Problem to work on => Only an exact repeat of the listing, without its images, counts as the answer.

Data records =>
┌──
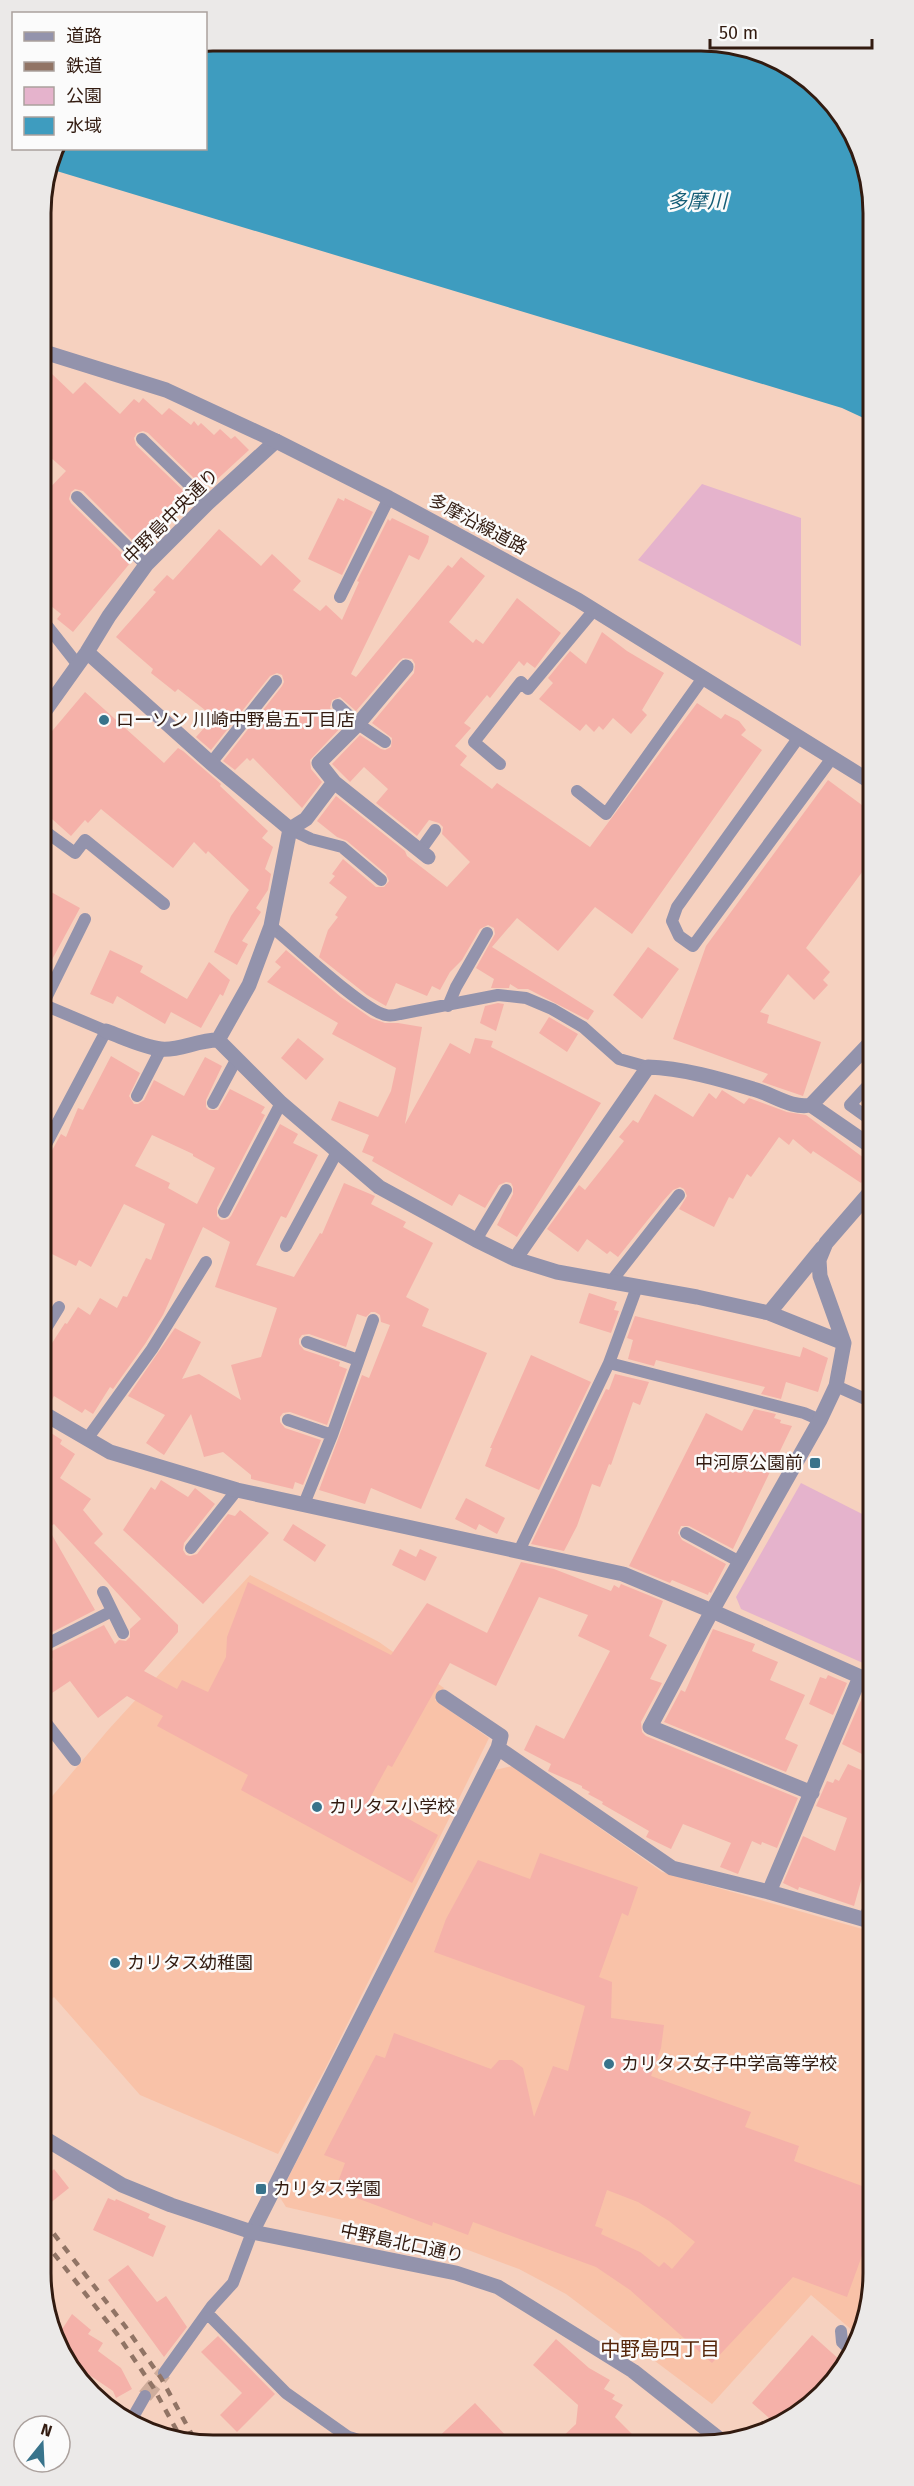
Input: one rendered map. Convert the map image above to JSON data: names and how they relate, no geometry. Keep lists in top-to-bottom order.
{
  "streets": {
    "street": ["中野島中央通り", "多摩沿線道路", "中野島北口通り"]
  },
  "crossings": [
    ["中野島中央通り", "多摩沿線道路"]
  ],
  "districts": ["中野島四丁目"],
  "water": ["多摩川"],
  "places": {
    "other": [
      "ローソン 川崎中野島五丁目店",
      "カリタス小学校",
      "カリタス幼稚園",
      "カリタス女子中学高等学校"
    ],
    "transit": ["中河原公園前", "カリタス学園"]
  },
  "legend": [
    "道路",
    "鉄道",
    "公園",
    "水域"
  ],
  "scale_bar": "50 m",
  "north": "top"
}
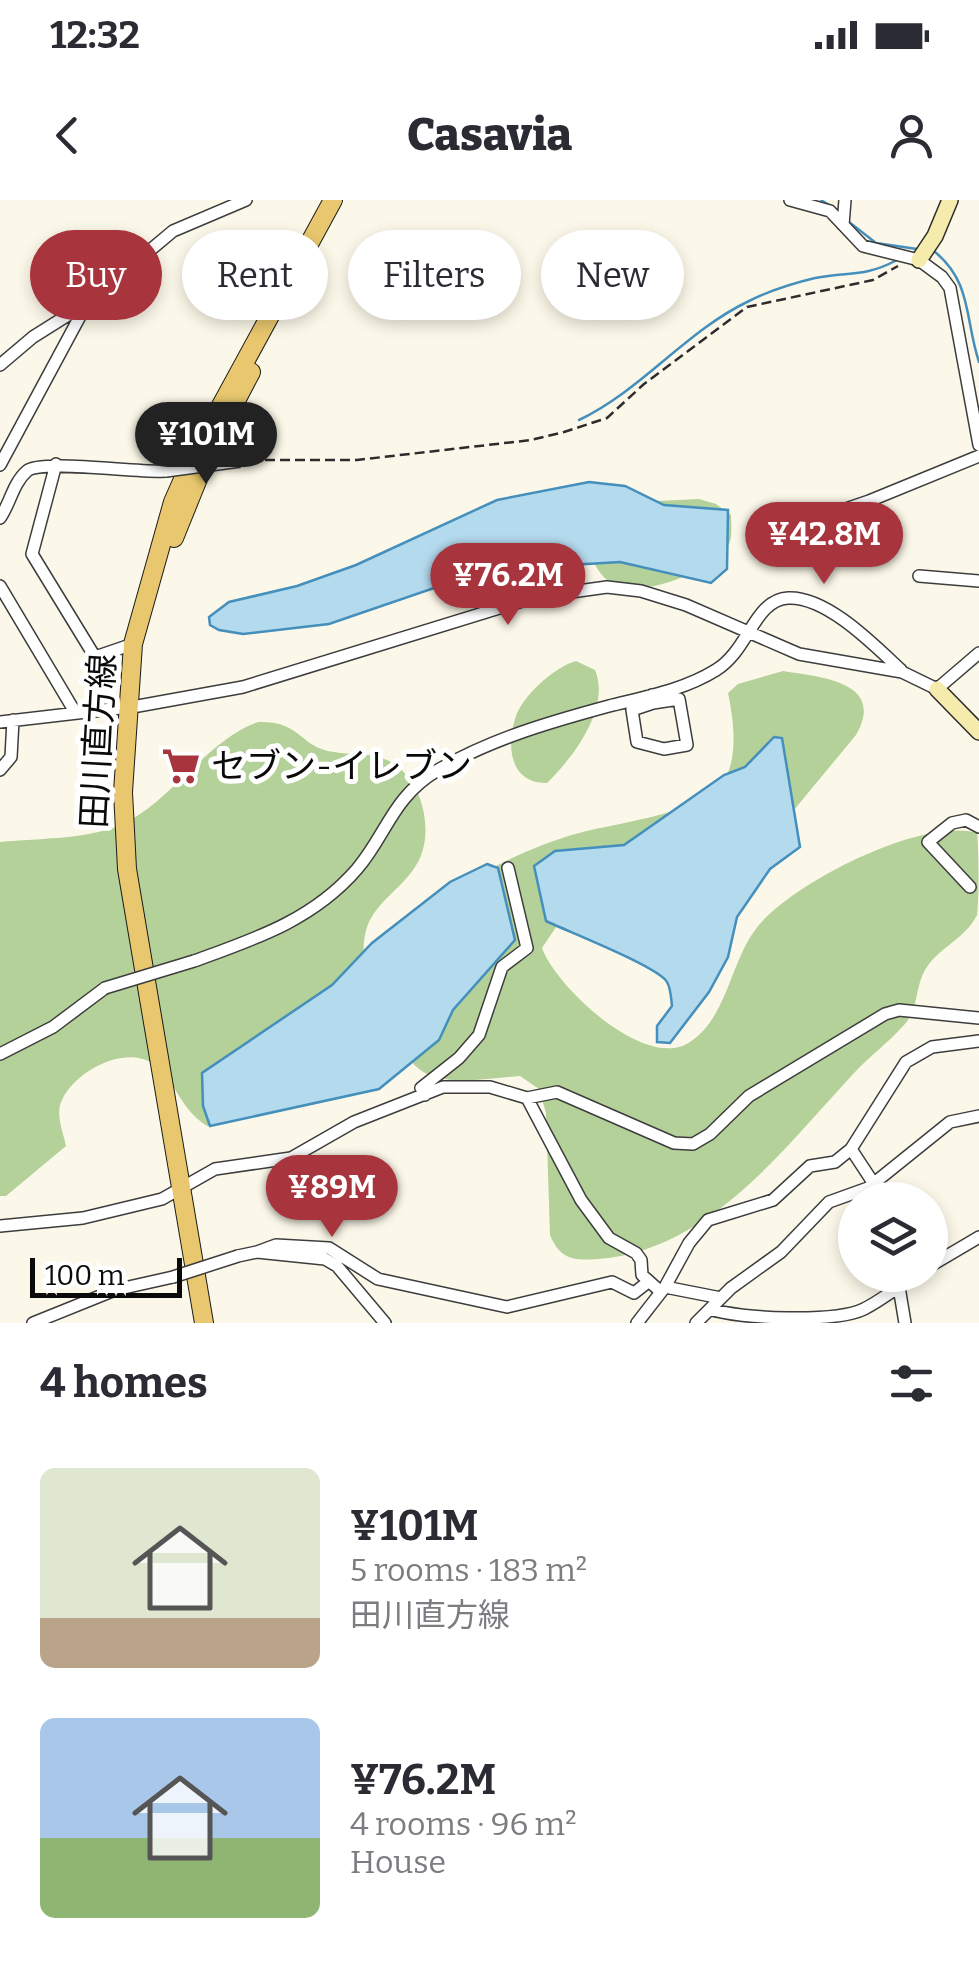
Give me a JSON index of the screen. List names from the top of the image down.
└──
Output below =>
Input: one rendered map. Convert the map image above to JSON data: names and how they relate, no geometry. Keep lists in top-to-bottom order.
{
  "streets": {
    "street": ["中野島中央通り", "多摩沿線道路", "中野島北口通り"]
  },
  "crossings": [
    ["中野島中央通り", "多摩沿線道路"]
  ],
  "districts": ["中野島四丁目"],
  "water": ["多摩川"],
  "places": {
    "other": [
      "ローソン 川崎中野島五丁目店",
      "カリタス小学校",
      "カリタス幼稚園",
      "カリタス女子中学高等学校"
    ],
    "transit": ["中河原公園前", "カリタス学園"]
  },
  "legend": [
    "道路",
    "鉄道",
    "公園",
    "水域"
  ],
  "scale_bar": "50 m",
  "north": "top"
}
Give me a JSON index of the screen. List names from the top of the image down.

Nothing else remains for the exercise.